Схватка - Ильяс Есенберлин
Шрифт:
Интервал:
Закладка:
Первым прервал молчание хозяин.
— Ну, долго будем так стоять? — спросил он. — Ты что, шкурки принес (в руках Бекайдара был небольшой портфель).
— Шкурки? Нет, шкурки я не принес... — сказал Бекайдар, с трудом преодолевая свое волнение — я так... я поговорить пришел.
— Поговорить?! — старик недоуменно поглядел на него. — Да кто ты такой? Что ж я тебя не знаю? Ты что, мулла или следователь? Эти все любят говорить с незнакомыми.
— Нет, я не мулла, — Бекайдар был так растерян, что до него не доходили ни насмешка старика, ни комизм своего положения — пришел неведомо зачем, неведомо к кому, — я из Саята («А-а, — сказал хозяин, — а-а!»). Я, знаете, сын Ажимова... Бекайдар. Я поговорить...
— А-а, — повторил старик, внимательно изучая его. — А-а!
Почти с целую минуту они молчали.
— «Я Бекайдар», — вдруг передразнил старик. — Бекайдар! Здорово звучит! Я! Бек! Айдар! Он засмеялся. — Ах вы... Недаром говорят: самого плохого щенка хозяин называет Борибасар[4]. Ну, говори, Бек! Айдар! — он с особым шиком произнес эти слова. — Что тебе от меня нужно? Ведь у меня кроме ядовитых змей ничего нет. — И вдруг на иконописном лице старика проступило что-то совершенно иное. — Да! Ведь ты из Саята приехал! — воскликнул он. — Ну, как там моя Дамели, жива, здорова, а?
Бекайдар поглядел на старика и чуть не вскрикнул от удивления, до такой степени он переменился. С его лица исчезло все колючее, насмешливое, глумливое. Теперь оно было ясным и простым — глаза улыбались и сам он весь сиял, как будто в этом имени «Дамели» таилось что-то действительно разрешающее.
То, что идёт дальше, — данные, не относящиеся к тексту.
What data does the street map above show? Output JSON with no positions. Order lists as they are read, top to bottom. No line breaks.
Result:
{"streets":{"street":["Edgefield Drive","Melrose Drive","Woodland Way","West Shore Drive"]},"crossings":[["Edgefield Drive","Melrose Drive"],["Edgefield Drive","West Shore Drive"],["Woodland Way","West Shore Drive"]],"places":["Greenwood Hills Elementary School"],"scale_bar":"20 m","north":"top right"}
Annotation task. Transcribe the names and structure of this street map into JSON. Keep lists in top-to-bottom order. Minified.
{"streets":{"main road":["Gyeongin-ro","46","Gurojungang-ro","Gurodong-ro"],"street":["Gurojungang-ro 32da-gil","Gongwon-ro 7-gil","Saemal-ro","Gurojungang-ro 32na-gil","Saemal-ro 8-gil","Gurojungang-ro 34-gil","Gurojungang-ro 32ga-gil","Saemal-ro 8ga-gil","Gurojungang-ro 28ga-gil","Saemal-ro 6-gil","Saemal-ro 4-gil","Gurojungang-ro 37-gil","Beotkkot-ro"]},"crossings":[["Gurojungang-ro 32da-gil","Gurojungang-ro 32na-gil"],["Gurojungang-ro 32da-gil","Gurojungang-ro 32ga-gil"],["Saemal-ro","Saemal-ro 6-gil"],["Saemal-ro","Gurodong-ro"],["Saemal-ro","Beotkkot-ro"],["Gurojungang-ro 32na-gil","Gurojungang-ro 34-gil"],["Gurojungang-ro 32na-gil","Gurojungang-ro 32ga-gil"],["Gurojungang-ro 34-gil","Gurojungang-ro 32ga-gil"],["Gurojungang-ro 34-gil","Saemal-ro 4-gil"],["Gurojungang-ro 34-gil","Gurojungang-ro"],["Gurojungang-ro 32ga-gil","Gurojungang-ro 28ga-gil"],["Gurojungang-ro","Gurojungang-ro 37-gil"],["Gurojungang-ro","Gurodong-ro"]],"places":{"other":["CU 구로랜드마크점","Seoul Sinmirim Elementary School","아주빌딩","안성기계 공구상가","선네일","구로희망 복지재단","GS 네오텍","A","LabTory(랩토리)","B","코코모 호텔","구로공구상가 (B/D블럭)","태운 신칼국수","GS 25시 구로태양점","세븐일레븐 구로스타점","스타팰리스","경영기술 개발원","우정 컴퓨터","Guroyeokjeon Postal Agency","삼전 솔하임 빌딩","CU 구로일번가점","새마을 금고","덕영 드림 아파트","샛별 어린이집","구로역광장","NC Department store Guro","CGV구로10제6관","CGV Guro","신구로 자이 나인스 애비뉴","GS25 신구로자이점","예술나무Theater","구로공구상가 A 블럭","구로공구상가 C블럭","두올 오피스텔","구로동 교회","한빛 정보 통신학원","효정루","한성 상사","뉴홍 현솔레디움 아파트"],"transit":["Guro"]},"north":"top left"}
Кажется, ответь ему сейчас Бекайдар: «не видел я вашей Дамели», и старик расплачется, как ребенок.
«Да, перед такой любовью Дамели устоять было трудно», — подумал Бекайдар.
— Я вашу дочку видел за день до отъезда, — сказал он, — шла с подругами по улице и узнала, что я еду в Алма-Ату, велела вам кланяться. «Ну что я несу такое, — в ужасе подумал он, — ведь вот я сейчас буду говорить о том, что со свадьбы я с ней не встречаюсь и не разговариваю».
— Маша, Маша, — вдруг закричал старик, поворачиваясь к дому. — Ты слышала, что рассказывает джигит. Он только вчера видел нашу Дамели. Говорит, идет веселая, здоровая, смеется. Нам привет передала.
«Маша! Что еще за Маша...?» — только и успел подумать Бекайдар, как из дома появилась сама Маша. Первое, что пришло в голову Бекайдару, когда он ее увидел: «Вот кустодиевская купчиха». Маша и в самом деле походила на женщин Кустодиева — красивая, полная, круглолицая, голубоглазая женщина, лет сорока пяти. Как и все такие женщины, была она крупна, ширококостна, полна, но и это шло к ней, а легкий пестрый сарафан очень выгодно подчеркивал ее высокую грудь и тугую талию. Ноги были, пожалуй, чуть великоваты, но и это не портило ее.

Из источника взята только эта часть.